PaSh uses a dictionary to map shell command names to Python class names. To register a new command:
-
Open
AnnotationGeneration.py(or the relevant file whereDICT_CMD_NAME_TO_REPRESENTATION_IN_MODULE_NAMESis defined). -
Add an entry for the new command:
DICT_CMD_NAME_TO_REPRESENTATION_IN_MODULE_NAMES = { ... "<command-name>": "<ClassRepresentation>", # Add your new command here ... }
Each command requires an InputOutputInfo and ParallelizabilityInfo generator, which determines how it handles input and output files.
Navigate to:
pash_annotations/annotation_generation/annotation_generators/Create a two files named:
InputOutputInfoGenerator<ClassRepresentation>.py
ParallelizabilityInfo<ClassRepresentation>.pyIf your command is "cat-wrapper", the file should be:
InputOutputInfoGeneratorCatWrapper.py
ParallelizabilityInfoCatWrapper.pyInside the newly created files, define a class that inherits from the appropriate interface:
- For Input/Output Behavior: Inherit from
InputOutputInfoGeneratorInterface - For Parallelization Behavior: Inherit from
ParallelizabilityInfoGeneratorInterface
In the InputOutputInfo generator, specify how your command processes input and produces output. This includes:
- How the command reads input.
- Whether it writes to stdout or modifies files in place.

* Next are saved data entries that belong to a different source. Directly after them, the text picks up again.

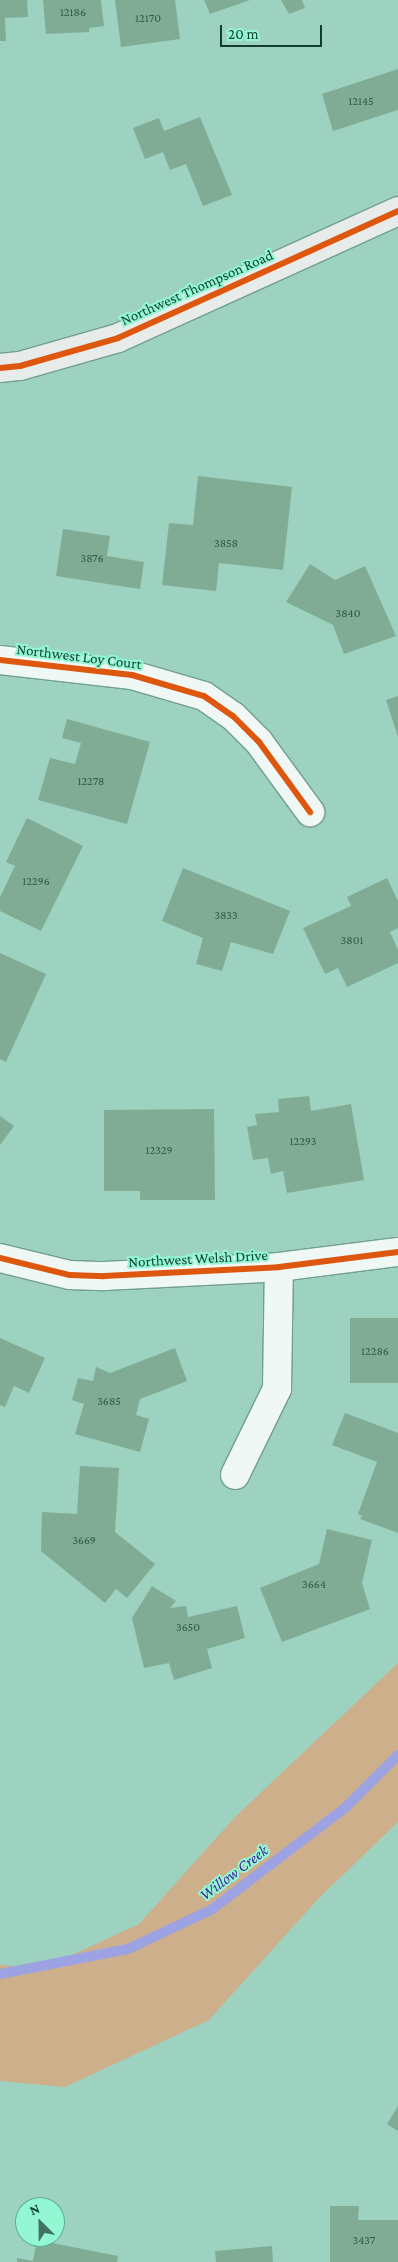 <!DOCTYPE html>
<html>
<head>
<meta charset="utf-8">
<style>
	body { margin:0 }
	#map { position:relative; width:398px; height:2262px; overflow:hidden; background:#9cd2bf; font-family:"Crimson Pro",serif }
	div>[style] { position:absolute }
	.green>* { inset:0; background:#cdb08b }
	.stream>* { height:10px; margin:-5px; padding:0 5px; transform-origin:5px; border-radius:5px; background:#9ca2e2 }
	.building>* { inset:0; background:#80ac95; transform-origin:0 0 }
	.roads { filter:drop-shadow(1px 0 #719e8f) drop-shadow(-1px 0 #719e8f) drop-shadow(0 1px #719e8f) drop-shadow(0 -1px #719e8f) }
	.street>* { height:28px; margin:-14px; padding:0 14px; transform-origin:14px; border-radius:14px; background:#f0f8f5 }
	.secondary>* { height:28px; margin:-14px; padding:0 14px; transform-origin:14px; border-radius:14px; background:#e7ecea }
	.cycleway>* { height:6px; margin:-3px; padding:0 3px; transform-origin:3px; border-radius:3px; background:#dd580e }
	span { translate:-50% -50%; white-space:nowrap; text-align:center; line-height:1.15; -webkit-text-stroke:4px #93f7d3; paint-order:stroke }
	.number-label { font-size:12px; color:#2e5a49 }
	.number-label span { -webkit-text-stroke-width:0 }
	.street-label { font-size:15px; color:#123e30 }
	.water-label { font-size:16px; color:#462497; font-style:italic }
	.north { position:absolute; left:15px; top:2197px; width:50px; height:50px; box-sizing:border-box; background:#93f7d3; border:1px solid #5fad92; border-radius:50%; rotate:337deg; font-size:14px; font-weight:700; line-height:20px; text-align:center; color:#123e30 }
	.north::after { content:''; display:block; margin:auto; width:18px; height:22px; background:#427262; clip-path:polygon(50% 0,100% 100%,50% 72%,0 100%) }
	.scale { position:absolute; left:220px; top:25px; width:102px; height:22px; box-sizing:border-box; border:2px solid #123e30; border-top:0; padding-left:6px; font-size:15px; line-height:18px; white-space:nowrap; color:#123e30; -webkit-text-stroke:4px #93f7d3; paint-order:stroke }
</style>
</head>
<body>
<div id="map">
	<div class="green">
		<div style="clip-path:polygon(398px 1663px,398px 1822px,318px 1899px,209px 2020px,65px 2087px,0 2081px,0 1965px,44px 1968px,139px 1924px,235px 1817px)"></div>
	</div>
	<div class="stream">
		<div style="left:0;top:1974px;width:130px;rotate:-11.1deg"></div>
		<div style="left:128px;top:1949px;width:92px;rotate:-25.2deg"></div>
		<div style="left:211px;top:1910px;width:170px;rotate:-37.3deg"></div>
		<div style="left:346px;top:1807px;width:74px;rotate:-45deg"></div>
	</div>
	<div class="building">
		<div style="clip-path:polygon(0 0,27px 0,28px 17px,5px 18px,6px 41px,0 41px)"></div>
		<div style="clip-path:polygon(43px 0,101px 0,104px 26px,89px 28px,89px 32px,46px 34px)"></div>
		<div style="clip-path:polygon(115px 0,175px 0,180px 39px,121px 47px)"></div>
		<div style="clip-path:polygon(204px 0,250px 0,210px 14px)"></div>
		<div style="clip-path:polygon(281px 0,302px 0,305px 8px,289px 14px)"></div>
		<div style="clip-path:polygon(398px 69px,398px 110px,333px 131px,322px 94px)"></div>
		<div style="clip-path:polygon(200px 117px,232px 195px,203px 206px,186px 164px,170px 170px,163px 152px,145px 159px,133px 128px,159px 118px,164px 131px)"></div>
		<div style="clip-path:polygon(198px 476px,292px 487px,283px 570px,219px 563px,216px 591px,162px 585px,169px 523px,193px 525px)"></div>
		<div style="clip-path:polygon(63px 529px,110px 536px,107px 556px,144px 562px,140px 589px,56px 576px)"></div>
		<div style="clip-path:polygon(310px 564px,335px 580px,365px 566px,396px 636px,344px 654px,333px 625px,286px 602px)"></div>
		<div style="clip-path:polygon(398px 696px,398px 737px,386px 700px)"></div>
		<div style="clip-path:polygon(67px 719px,150px 742px,127px 824px,38px 800px,50px 758px,75px 764px,81px 743px,62px 738px)"></div>
		<div style="clip-path:polygon(27px 818px,83px 846px,41px 931px,0 911px,0 897px,15px 866px,6px 862px)"></div>
		<div style="clip-path:polygon(183px 868px,290px 911px,273px 954px,231px 942px,222px 971px,196px 964px,203px 938px,162px 921px)"></div>
		<div style="clip-path:polygon(387px 878px,398px 901px,398px 928px,390px 932px,398px 950px,398px 963px,347px 987px,338px 968px,325px 974px,303px 928px,351px 906px,347px 897px)"></div>
		<div style="clip-path:polygon(0 953px,46px 974px,6px 1062px,0 1059px)"></div>
		<div style="clip-path:polygon(309px 1096px,311px 1111px,351px 1104px,364px 1180px,287px 1193px,283px 1171px,271px 1174px,268px 1158px,253px 1160px,247px 1127px,257px 1125px,255px 1114px,279px 1112px,278px 1099px)"></div>
		<div style="clip-path:polygon(214px 1109px,215px 1200px,140px 1200px,140px 1191px,104px 1191px,104px 1110px)"></div>
		<div style="clip-path:polygon(0 1116px,14px 1126px,0 1145px)"></div>
		<div style="left:398px;top:1318px;width:65px;height:48px;rotate:90deg"></div>
		<div style="clip-path:polygon(0 1338px,45px 1358px,29px 1393px,14px 1386px,5px 1407px,0 1405px)"></div>
		<div style="clip-path:polygon(175px 1348px,187px 1381px,140px 1399px,136px 1415px,149px 1419px,140px 1452px,75px 1434px,84px 1404px,72px 1400px,78px 1378px,93px 1381px,96px 1367px,110px 1373px)"></div>
		<div style="clip-path:polygon(345px 1413px,398px 1433px,398px 1533px,360px 1519px,362px 1516px,358px 1514px,377px 1462px,332px 1445px)"></div>
		<div style="clip-path:polygon(80px 1466px,119px 1468px,115px 1532px,155px 1564px,127px 1598px,116px 1589px,105px 1603px,41px 1551px,42px 1512px,77px 1514px)"></div>
		<div style="clip-path:polygon(327px 1529px,372px 1540px,362px 1583px,370px 1609px,282px 1642px,260px 1588px,319px 1564px)"></div>
		<div style="clip-path:polygon(152px 1586px,176px 1601px,170px 1608px,186px 1606px,188px 1617px,237px 1606px,245px 1638px,207px 1649px,212px 1668px,174px 1680px,169px 1663px,144px 1668px,132px 1618px)"></div>
		<div style="clip-path:polygon(398px 2106px,398px 2131px,387px 2124px)"></div>
		<div style="clip-path:polygon(330px 2206px,359px 2206px,358px 2220px,398px 2220px,398px 2262px,330px 2262px)"></div>
		<div style="clip-path:polygon(37px 2240px,118px 2256px,117px 2262px,17px 2262px,17px 2258px,33px 2261px)"></div>
		<div style="clip-path:polygon(272px 2246px,273px 2262px,216px 2262px,215px 2251px)"></div>
	</div>
	<div class="roads">
		<div class="street">
			<div style="left:0;top:660px;width:133px;rotate:6.5deg"></div>
			<div style="left:132px;top:675px;width:75px;rotate:16.3deg"></div>
			<div style="left:204px;top:696px;width:35px;rotate:35deg"></div>
			<div style="left:233px;top:716px;width:37px;rotate:45deg"></div>
			<div style="left:259px;top:742px;width:87px;rotate:53.9deg"></div>
			<div style="left:0;top:1258px;width:72px;rotate:13.7deg"></div>
			<div style="left:70px;top:1275px;width:34px;rotate:2deg"></div>
			<div style="left:104px;top:1276px;width:175px;rotate:-2.9deg"></div>
			<div style="left:279px;top:1267px;width:120px;rotate:-7.2deg"></div>
			<div style="left:235px;top:1475px;width:96px;rotate:-64deg"></div>
			<div style="left:277px;top:1389px;width:122px;rotate:-89.1deg"></div>
		</div>
		<div class="secondary">
			<div style="left:0;top:368px;width:20px;rotate:-6deg"></div>
			<div style="left:20px;top:366px;width:102px;rotate:-15.9deg"></div>
			<div style="left:118px;top:338px;width:307px;rotate:-24.4deg"></div>
		</div>
	</div>
	<div class="cycleway">
		<div style="left:0;top:368px;width:20px;rotate:-6deg"></div>
		<div style="left:20px;top:366px;width:102px;rotate:-15.9deg"></div>
		<div style="left:118px;top:338px;width:307px;rotate:-24.4deg"></div>
		<div style="left:0;top:660px;width:133px;rotate:6.5deg"></div>
		<div style="left:132px;top:675px;width:75px;rotate:16.3deg"></div>
		<div style="left:204px;top:696px;width:35px;rotate:35deg"></div>
		<div style="left:233px;top:716px;width:37px;rotate:45deg"></div>
		<div style="left:259px;top:742px;width:87px;rotate:53.9deg"></div>
		<div style="left:0;top:1258px;width:72px;rotate:13.7deg"></div>
		<div style="left:70px;top:1275px;width:34px;rotate:2deg"></div>
		<div style="left:104px;top:1276px;width:175px;rotate:-2.9deg"></div>
		<div style="left:279px;top:1267px;width:120px;rotate:-7.2deg"></div>
	</div>
	<div class="number-label">
		<span style="left:73px;top:13px">12186</span>
		<span style="left:148px;top:19px">12170</span>
		<span style="left:361px;top:102px">12145</span>
		<span style="left:226px;top:544px">3858</span>
		<span style="left:92px;top:559px">3876</span>
		<span style="left:348px;top:614px">3840</span>
		<span style="left:91px;top:782px">12278</span>
		<span style="left:36px;top:882px">12296</span>
		<span style="left:226px;top:916px">3833</span>
		<span style="left:352px;top:941px">3801</span>
		<span style="left:303px;top:1142px">12293</span>
		<span style="left:159px;top:1151px">12329</span>
		<span style="left:375px;top:1352px">12286</span>
		<span style="left:109px;top:1402px">3685</span>
		<span style="left:84px;top:1541px">3669</span>
		<span style="left:314px;top:1585px">3664</span>
		<span style="left:188px;top:1628px">3650</span>
		<span style="left:364px;top:2241px">3437</span>
	</div>
	<div class="street-label">
		<span style="left:197px;top:288px;rotate:-24deg">Northwest Thompson Road</span>
		<span style="left:79px;top:657px;rotate:7deg">Northwest Loy Court</span>
		<span style="left:198px;top:1259px;rotate:-3deg">Northwest Welsh Drive</span>
	</div>
	<div class="water-label">
		<span style="left:234px;top:1873px;rotate:-37deg">Willow Creek</span>
	</div>
	<div class="north">N</div>
	<div class="scale">20 m</div>
</div>
</body>
</html>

- How each flag affects input and output behavior.
For example:
- Commands like
catread from stdin or files and write to stdout. - Commands like
mvmodify files in place without stdout output. - Commands like
greptake both input files and options that affect behavior.

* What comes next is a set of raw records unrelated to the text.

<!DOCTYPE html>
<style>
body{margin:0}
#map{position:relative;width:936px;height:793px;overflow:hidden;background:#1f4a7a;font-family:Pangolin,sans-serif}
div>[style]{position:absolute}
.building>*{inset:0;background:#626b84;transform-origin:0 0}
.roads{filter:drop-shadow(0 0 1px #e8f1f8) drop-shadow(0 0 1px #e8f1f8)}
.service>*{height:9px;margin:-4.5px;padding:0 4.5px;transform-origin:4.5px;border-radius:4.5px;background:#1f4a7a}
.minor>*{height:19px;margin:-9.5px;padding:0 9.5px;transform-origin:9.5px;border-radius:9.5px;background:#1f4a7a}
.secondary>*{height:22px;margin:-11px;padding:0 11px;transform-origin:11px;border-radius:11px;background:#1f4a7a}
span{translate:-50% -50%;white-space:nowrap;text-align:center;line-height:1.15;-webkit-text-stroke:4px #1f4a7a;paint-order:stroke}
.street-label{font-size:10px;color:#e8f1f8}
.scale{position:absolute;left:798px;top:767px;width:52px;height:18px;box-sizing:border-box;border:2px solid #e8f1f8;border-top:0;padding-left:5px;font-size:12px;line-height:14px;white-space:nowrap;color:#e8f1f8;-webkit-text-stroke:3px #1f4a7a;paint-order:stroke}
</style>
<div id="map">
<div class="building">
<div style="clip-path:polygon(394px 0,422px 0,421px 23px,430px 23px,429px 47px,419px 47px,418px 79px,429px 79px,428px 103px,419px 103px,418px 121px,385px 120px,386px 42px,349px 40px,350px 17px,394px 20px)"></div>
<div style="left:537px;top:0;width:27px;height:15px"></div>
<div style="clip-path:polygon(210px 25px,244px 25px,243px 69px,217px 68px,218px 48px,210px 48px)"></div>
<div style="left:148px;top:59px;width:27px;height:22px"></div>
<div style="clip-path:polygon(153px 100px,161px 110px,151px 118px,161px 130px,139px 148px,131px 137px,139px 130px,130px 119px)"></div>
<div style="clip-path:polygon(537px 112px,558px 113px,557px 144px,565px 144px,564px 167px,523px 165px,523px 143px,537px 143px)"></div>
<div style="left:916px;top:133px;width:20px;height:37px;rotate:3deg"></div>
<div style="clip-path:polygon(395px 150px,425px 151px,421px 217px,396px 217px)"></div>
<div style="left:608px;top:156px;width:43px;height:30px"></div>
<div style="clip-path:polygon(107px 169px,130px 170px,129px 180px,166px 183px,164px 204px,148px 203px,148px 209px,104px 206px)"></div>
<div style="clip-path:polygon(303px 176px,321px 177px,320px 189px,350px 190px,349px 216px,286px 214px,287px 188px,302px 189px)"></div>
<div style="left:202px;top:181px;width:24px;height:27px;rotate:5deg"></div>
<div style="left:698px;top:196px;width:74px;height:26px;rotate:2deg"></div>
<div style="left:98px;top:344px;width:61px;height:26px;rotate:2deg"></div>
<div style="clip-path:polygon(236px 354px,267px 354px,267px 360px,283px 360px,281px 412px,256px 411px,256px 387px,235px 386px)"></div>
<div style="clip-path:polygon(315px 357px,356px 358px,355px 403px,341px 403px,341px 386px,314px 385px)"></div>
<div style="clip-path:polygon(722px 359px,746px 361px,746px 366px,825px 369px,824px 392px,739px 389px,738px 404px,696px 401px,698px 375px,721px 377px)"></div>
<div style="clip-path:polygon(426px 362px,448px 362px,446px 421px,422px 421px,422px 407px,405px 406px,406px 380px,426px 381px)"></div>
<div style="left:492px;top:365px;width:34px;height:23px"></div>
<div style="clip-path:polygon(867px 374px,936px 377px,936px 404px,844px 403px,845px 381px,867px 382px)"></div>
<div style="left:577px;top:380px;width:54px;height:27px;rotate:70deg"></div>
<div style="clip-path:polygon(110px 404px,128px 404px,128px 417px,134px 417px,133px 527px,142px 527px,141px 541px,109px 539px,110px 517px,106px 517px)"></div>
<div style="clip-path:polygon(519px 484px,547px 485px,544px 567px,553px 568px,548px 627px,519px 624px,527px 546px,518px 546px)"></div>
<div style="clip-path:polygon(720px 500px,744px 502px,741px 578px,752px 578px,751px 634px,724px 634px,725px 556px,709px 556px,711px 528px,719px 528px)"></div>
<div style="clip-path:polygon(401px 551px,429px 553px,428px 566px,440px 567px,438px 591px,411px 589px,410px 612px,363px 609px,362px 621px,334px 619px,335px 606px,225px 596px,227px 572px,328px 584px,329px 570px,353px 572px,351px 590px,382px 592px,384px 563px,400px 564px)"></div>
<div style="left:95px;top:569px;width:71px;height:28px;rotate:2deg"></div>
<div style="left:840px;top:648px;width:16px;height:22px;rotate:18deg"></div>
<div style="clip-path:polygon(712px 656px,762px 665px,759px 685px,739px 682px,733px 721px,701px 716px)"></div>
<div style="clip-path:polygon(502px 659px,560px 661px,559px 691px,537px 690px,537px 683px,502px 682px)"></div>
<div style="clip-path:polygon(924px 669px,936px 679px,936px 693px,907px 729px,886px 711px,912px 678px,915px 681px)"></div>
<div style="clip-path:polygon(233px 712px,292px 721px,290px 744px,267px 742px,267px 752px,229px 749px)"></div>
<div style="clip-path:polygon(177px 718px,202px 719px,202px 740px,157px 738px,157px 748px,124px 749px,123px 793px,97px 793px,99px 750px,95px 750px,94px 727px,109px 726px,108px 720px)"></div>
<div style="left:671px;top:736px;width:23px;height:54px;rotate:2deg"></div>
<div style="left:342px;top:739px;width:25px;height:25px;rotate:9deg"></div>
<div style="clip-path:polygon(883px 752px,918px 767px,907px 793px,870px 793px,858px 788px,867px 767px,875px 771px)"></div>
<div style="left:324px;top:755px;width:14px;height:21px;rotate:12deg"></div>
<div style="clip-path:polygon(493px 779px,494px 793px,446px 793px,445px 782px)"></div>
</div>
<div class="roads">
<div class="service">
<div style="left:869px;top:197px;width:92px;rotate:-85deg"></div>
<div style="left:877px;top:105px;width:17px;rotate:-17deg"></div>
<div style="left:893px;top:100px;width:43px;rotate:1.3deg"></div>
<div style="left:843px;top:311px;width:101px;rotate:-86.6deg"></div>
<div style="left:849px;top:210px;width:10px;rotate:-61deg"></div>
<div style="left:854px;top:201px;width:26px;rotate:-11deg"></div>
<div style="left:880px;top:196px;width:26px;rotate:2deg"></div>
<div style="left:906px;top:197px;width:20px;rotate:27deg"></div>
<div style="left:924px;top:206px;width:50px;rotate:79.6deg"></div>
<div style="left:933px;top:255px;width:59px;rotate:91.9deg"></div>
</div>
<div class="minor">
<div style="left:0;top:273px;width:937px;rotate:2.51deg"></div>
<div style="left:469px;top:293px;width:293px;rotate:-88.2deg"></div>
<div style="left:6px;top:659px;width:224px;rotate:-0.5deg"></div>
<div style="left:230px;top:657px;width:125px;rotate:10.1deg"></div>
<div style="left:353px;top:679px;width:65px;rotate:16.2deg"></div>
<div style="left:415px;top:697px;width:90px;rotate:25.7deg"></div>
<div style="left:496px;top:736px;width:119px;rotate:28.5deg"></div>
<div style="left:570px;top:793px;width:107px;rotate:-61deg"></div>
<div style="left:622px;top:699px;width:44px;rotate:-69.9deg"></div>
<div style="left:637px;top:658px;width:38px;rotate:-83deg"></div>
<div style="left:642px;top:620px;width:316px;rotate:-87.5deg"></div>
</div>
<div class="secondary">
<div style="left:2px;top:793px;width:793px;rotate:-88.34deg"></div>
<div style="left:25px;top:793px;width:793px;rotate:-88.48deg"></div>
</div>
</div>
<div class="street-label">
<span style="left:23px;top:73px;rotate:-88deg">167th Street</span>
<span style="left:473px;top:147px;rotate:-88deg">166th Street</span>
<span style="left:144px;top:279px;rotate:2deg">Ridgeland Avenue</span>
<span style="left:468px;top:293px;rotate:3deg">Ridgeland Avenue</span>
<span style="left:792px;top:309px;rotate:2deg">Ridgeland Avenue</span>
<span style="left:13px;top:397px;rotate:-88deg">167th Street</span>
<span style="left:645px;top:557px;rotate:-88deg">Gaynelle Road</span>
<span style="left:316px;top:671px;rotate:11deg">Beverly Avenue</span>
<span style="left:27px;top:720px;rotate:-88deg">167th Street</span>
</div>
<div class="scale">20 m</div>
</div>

In the ParallelizabilityInfo generator, define what parallelization strategies can be applied while maintaining correct execution. Consider:
- Whether the command can process input in independent chunks (e.g.,
sortcan, butgrepwith-Aor-Bcannot). - Whether it can be executed in parallel on separate input files.
- Whether it requires ordering constraints to maintain correctness.
For example:
sortcan process chunks independently, then merge results.wccan process chunks independently, and would then sum up the results.catwith no flags is stateless, so the default options work.
By implementing these details, you ensure efficient parallel execution while preserving the functional correctness of your command.